CS 4250: Project Part 3


Upload to the CS Homework system on or before midnight on Tuesday, March 22. (Typed, not handwritten. It should be plain text, MS Word, or PDF.)

Before you begin, write a one-paragraph summary of what your project application domain is. In other words, remind me of your project and what you promised to do in it. Also, if I gave you comments, corrections, or suggestions about Part 2 of your project, address those modifications first, before you proceed with Part 3. (If your ER diagram required change, you will need to submit the changed ER diagram as part of Part 3.)

To Do: Convert your ER diagram to relations. Do not normalize yet. (We have not covered database normalization in class yet.) Follow the procedures taught in class and described in the textbook. For your solution, submit a list of relation schemas. Write down the schema as a series of SQL "create table" commands, in correct syntax, as shown in textbook examples. (See Section 5.3.2, particularly page 159) Attach an up-to-date copy of your ER diagram (modified and corrected based on our comments, if required) to your answer.

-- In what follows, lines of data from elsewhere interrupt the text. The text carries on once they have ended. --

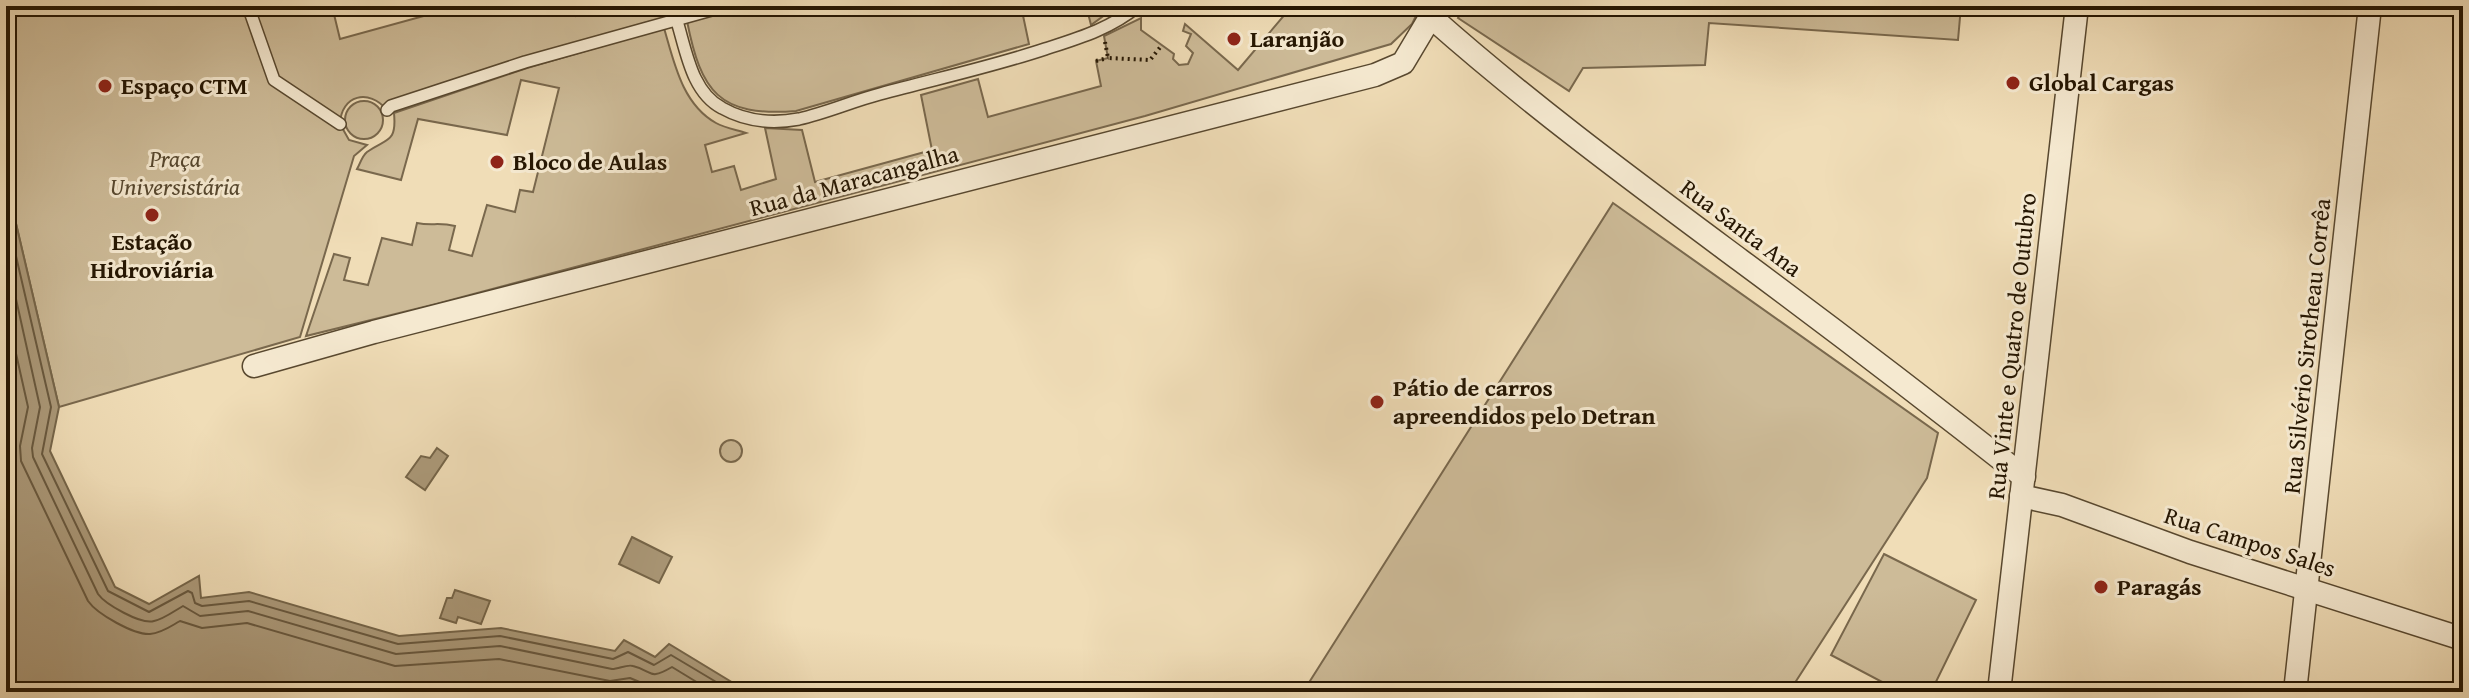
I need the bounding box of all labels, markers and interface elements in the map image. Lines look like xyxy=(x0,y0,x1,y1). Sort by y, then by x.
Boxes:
place label: Laranjão xyxy=(1250,21,1345,56)
marker: Laranjão xyxy=(1225,30,1243,48)
place label: Global Cargas xyxy=(2029,65,2174,100)
place label: Espaço CTM xyxy=(121,68,248,103)
marker: Global Cargas xyxy=(2004,74,2022,92)
marker: Espaço CTM xyxy=(96,77,114,95)
street label: Rua da Maracangalha xyxy=(745,136,963,225)
park label: Praça Universistária xyxy=(110,141,240,204)
place label: Bloco de Aulas xyxy=(513,144,667,179)
marker: Bloco de Aulas xyxy=(488,153,506,171)
street label: Rua Santa Ana xyxy=(1673,170,1810,285)
street label: Rua Vinte e Quatro de Outubro xyxy=(1978,191,2045,501)
street label: Rua Silvério Sirotheau Corrêa xyxy=(2274,196,2339,495)
marker: Estação Hidroviária xyxy=(143,206,161,224)
place label: Estação Hidroviária xyxy=(90,224,215,287)
place label: Pátio de carros apreendidos pelo Detran xyxy=(1393,370,1655,433)
marker: Pátio de carros apreendidos pelo Detran xyxy=(1368,393,1386,411)
street label: Rua Campos Sales xyxy=(2160,497,2340,586)
place label: Paragás xyxy=(2117,569,2202,604)
marker: Paragás xyxy=(2092,578,2110,596)

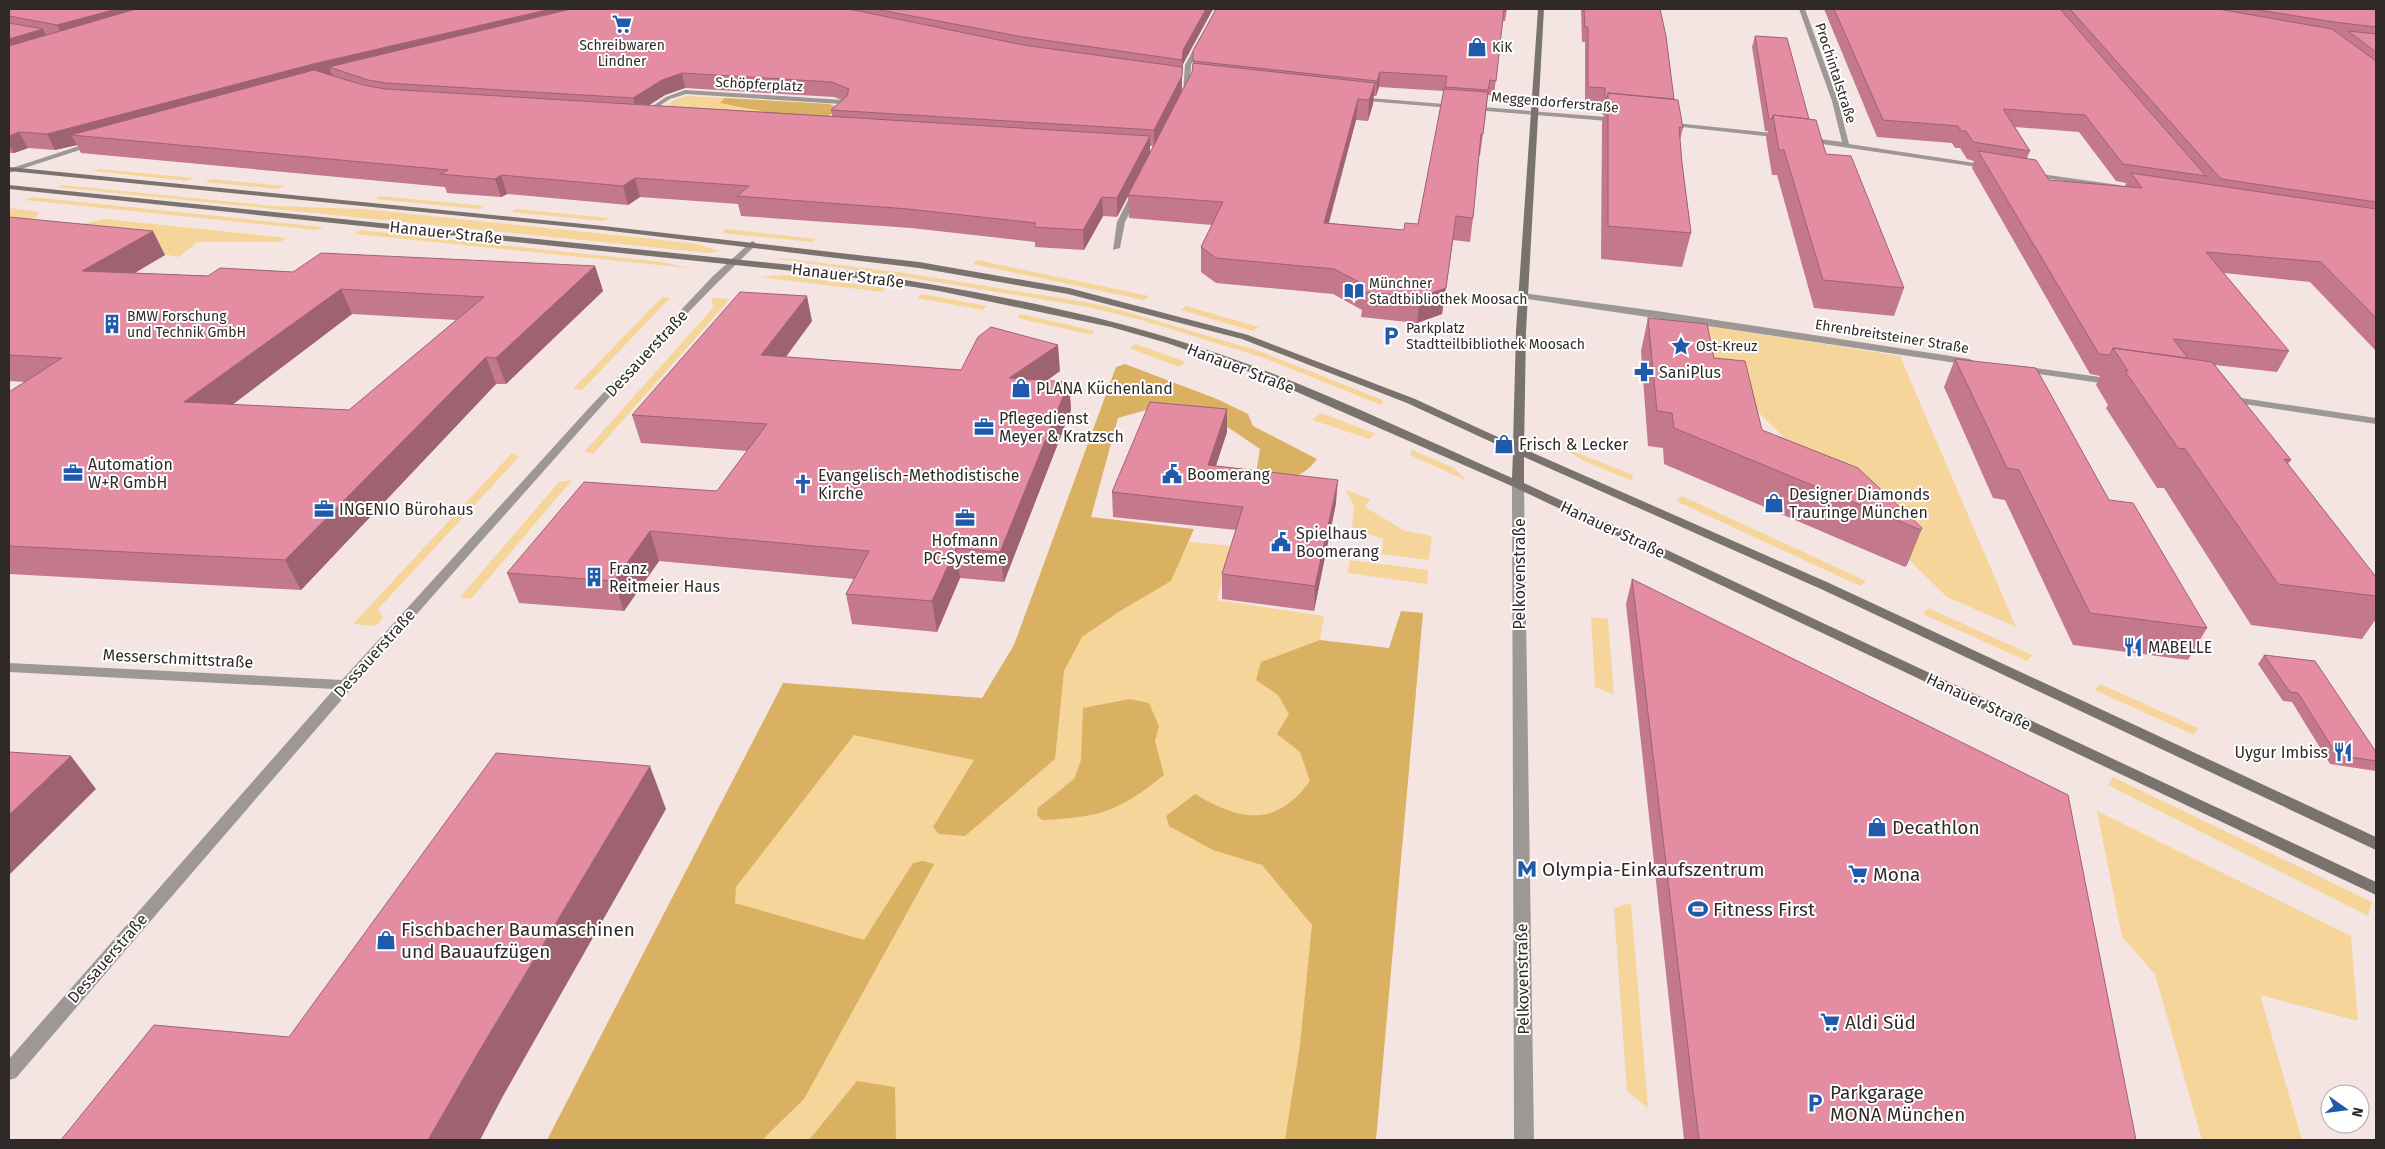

What to turn in: Email or paper copies of ER diagram and resulting relations. (Relation definitions typed.) Including the ER diagram is required, so that I can verify that you did the conversion correctly. Identify your group by your project title and the team members. As always, note any additional constraints or restrictions that your domain possesses that are not reflected in your model.

Required but not graded: Include one sentence per group member summarizing each group member's contribution to Project Part 3. These sentences will be required in all project parts from here on. They are not for part of any student grades. They will be used to monitor group dynamics.


Common Mistakes:

  1. Unrealistic data type selection:

    For those students who consider 20 (or 10, or 30) characters enough to store a human name, please take a look at the full name of Pablo Picasso, the famous painter.

    When selecting a data type for an address, consider the names of these places before you decide that 30 characters is enough to store a full address.

    There are less than ten billion people on the planet, at present. Eleven decimal digits would be needed to uniquely identify all presently alive. Very few businesses will have that many customers.